Feitelijk beleidsbepaler
Al het voorgaande geldt ook voor een persoon die weliswaar formeel geen bestuurder is van de vennootschap, maar wel het beleid van de vennootschap (mede) heeft bepaald als ware hij bestuurder (art. 2:248 lid 7 BW). Een dergelijke persoon wordt ook wel aangeduid als “feitelijk beleidsbepaler” of “feitelijk leidinggever” en wordt dus aan een bestuurder gelijkgesteld.
Glascentrale-zaak
In de zaak die leidde tot het arrest van de Hoge Raad van 6 maart 2015 (ECLI:NL:HR:2015:522) vorderden de curatoren van Zuid-Hollandse Glascentrale Beheer B.V. en haar werkmaatschappijen (hierna: “Glascentrale-vennootschappen”), dat de bestuurders en de feitelijk beleidsbepaler van de Glascentrale-vennootschappen worden veroordeeld tot betaling van het tekort in de faillissementen van die vennootschappen.
Oordeel rechtbank
De rechtbank heeft de bestuurders hoofdelijk veroordeeld tot betaling van het tekort in de faillissementen van de Glascentrale-vennootschappen. Zij stelde daarbij vast dat onbehoorlijke taakvervulling door het bestuur een belangrijke oorzaak is geweest van de faillissementen van de Glascentrale-vennootschappen, mede (a) gelet op de hoogte van de – jaarlijks sterk wisselende – managementvergoedingen, afgezet tegen de resultaten van de ondernemingen, als gevolg waarvan de solvabiliteit ernstig werd ondermijnd en (b) omdat de jaarrekening over 2004 niet is gepubliceerd en de jaarrekening over 2003 weliswaar is gepubliceerd, maar niet aan de wettelijke voorschriften voldoet.

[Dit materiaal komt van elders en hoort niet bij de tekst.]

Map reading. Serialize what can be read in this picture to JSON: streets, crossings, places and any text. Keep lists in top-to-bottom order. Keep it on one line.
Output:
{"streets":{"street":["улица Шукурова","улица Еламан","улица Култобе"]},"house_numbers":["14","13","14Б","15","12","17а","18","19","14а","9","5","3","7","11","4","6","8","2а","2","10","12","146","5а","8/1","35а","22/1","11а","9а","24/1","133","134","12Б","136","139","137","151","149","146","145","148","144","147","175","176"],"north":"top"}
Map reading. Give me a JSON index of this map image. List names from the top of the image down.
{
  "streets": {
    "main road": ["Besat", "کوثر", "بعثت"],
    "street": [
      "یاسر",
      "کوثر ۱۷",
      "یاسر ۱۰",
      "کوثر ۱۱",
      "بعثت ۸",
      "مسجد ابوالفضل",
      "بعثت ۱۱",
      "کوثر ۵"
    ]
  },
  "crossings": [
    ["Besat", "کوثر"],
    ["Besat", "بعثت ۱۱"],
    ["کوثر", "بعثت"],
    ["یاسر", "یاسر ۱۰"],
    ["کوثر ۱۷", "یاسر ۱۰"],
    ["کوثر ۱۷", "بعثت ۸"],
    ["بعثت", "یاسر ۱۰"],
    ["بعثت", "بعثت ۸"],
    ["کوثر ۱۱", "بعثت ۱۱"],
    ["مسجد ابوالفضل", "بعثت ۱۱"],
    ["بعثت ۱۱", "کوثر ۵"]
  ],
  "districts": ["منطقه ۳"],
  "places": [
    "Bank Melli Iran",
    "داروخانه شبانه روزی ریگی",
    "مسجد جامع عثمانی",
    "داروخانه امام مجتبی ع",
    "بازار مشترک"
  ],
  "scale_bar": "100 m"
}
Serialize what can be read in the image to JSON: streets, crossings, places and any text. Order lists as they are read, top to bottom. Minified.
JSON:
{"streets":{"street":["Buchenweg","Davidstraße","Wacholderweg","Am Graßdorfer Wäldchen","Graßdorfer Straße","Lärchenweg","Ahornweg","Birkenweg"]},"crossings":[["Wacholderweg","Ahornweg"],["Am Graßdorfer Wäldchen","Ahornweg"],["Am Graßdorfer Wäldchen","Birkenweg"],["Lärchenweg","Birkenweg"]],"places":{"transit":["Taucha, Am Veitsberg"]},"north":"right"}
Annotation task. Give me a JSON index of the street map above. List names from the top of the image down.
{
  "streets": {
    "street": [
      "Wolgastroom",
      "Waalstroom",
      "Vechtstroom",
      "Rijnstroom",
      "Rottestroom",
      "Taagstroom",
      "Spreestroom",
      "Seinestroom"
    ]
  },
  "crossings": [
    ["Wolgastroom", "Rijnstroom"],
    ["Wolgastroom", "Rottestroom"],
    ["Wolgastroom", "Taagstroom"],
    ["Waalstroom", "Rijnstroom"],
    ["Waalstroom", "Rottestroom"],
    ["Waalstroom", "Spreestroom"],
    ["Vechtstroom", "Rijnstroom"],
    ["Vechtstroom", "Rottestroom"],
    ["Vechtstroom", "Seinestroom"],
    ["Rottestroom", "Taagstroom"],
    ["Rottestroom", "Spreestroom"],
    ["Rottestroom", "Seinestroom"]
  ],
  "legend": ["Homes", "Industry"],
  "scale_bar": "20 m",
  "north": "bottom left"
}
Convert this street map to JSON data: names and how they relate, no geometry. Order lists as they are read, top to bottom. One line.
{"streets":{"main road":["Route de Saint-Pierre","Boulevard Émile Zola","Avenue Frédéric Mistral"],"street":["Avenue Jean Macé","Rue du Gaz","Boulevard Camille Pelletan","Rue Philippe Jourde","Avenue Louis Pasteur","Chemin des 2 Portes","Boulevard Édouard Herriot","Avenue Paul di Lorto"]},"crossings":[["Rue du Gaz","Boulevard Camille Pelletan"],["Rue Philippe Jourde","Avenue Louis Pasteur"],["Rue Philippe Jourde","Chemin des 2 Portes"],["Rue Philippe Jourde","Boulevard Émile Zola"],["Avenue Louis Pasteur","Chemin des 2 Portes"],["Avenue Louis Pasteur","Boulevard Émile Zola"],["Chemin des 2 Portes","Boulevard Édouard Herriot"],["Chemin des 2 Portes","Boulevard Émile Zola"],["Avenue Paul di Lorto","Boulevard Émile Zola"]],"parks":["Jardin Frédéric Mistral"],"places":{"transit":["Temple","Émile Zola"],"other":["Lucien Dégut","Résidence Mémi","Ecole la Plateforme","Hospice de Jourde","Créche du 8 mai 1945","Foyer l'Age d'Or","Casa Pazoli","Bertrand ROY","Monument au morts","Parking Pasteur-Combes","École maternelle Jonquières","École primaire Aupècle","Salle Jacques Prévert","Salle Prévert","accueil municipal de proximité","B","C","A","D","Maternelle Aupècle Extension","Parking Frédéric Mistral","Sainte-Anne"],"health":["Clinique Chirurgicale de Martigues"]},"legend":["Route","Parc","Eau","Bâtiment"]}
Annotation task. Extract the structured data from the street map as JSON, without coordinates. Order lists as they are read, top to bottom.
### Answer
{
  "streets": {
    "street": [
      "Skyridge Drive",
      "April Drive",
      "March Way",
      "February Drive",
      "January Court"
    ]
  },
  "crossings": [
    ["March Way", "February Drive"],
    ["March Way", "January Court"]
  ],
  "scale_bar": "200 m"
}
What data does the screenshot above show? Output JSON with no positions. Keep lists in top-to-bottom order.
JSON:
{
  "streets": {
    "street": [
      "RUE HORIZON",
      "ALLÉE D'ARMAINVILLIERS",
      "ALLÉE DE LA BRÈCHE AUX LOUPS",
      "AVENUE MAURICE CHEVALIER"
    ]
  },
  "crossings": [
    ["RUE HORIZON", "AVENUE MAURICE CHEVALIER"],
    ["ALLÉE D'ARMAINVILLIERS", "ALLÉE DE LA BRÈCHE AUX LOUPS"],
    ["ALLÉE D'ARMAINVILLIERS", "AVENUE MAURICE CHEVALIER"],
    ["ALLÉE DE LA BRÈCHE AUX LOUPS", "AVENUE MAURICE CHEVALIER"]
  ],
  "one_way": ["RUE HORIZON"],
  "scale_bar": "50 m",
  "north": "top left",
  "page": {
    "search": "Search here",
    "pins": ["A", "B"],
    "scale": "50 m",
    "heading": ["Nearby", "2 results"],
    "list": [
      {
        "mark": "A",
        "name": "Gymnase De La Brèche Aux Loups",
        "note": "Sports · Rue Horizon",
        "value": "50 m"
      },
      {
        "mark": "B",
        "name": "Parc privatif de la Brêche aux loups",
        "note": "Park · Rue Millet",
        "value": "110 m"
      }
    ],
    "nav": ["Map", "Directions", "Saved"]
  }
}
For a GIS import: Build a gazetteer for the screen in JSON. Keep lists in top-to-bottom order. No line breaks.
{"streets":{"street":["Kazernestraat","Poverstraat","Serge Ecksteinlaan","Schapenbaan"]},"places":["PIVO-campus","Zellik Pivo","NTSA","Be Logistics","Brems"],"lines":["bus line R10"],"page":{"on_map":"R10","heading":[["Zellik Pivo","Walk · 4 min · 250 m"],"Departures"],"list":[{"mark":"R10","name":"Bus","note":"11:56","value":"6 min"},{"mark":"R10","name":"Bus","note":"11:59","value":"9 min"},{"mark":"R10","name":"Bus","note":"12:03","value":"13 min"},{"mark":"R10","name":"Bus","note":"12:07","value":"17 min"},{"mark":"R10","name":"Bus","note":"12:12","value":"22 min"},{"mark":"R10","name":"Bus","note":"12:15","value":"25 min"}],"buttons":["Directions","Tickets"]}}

Ten aanzien van de echtgenote van één van de bij de Glascentrale-vennootschappen betrokken bestuurders, heeft de rechtbank geoordeeld dat zij voor wat betreft de periode 1 november 2005 tot 31 maart 2006 als feitelijk beleidsbepaler moet worden aangemerkt en daarom gelijk wordt gesteld met een bestuurder.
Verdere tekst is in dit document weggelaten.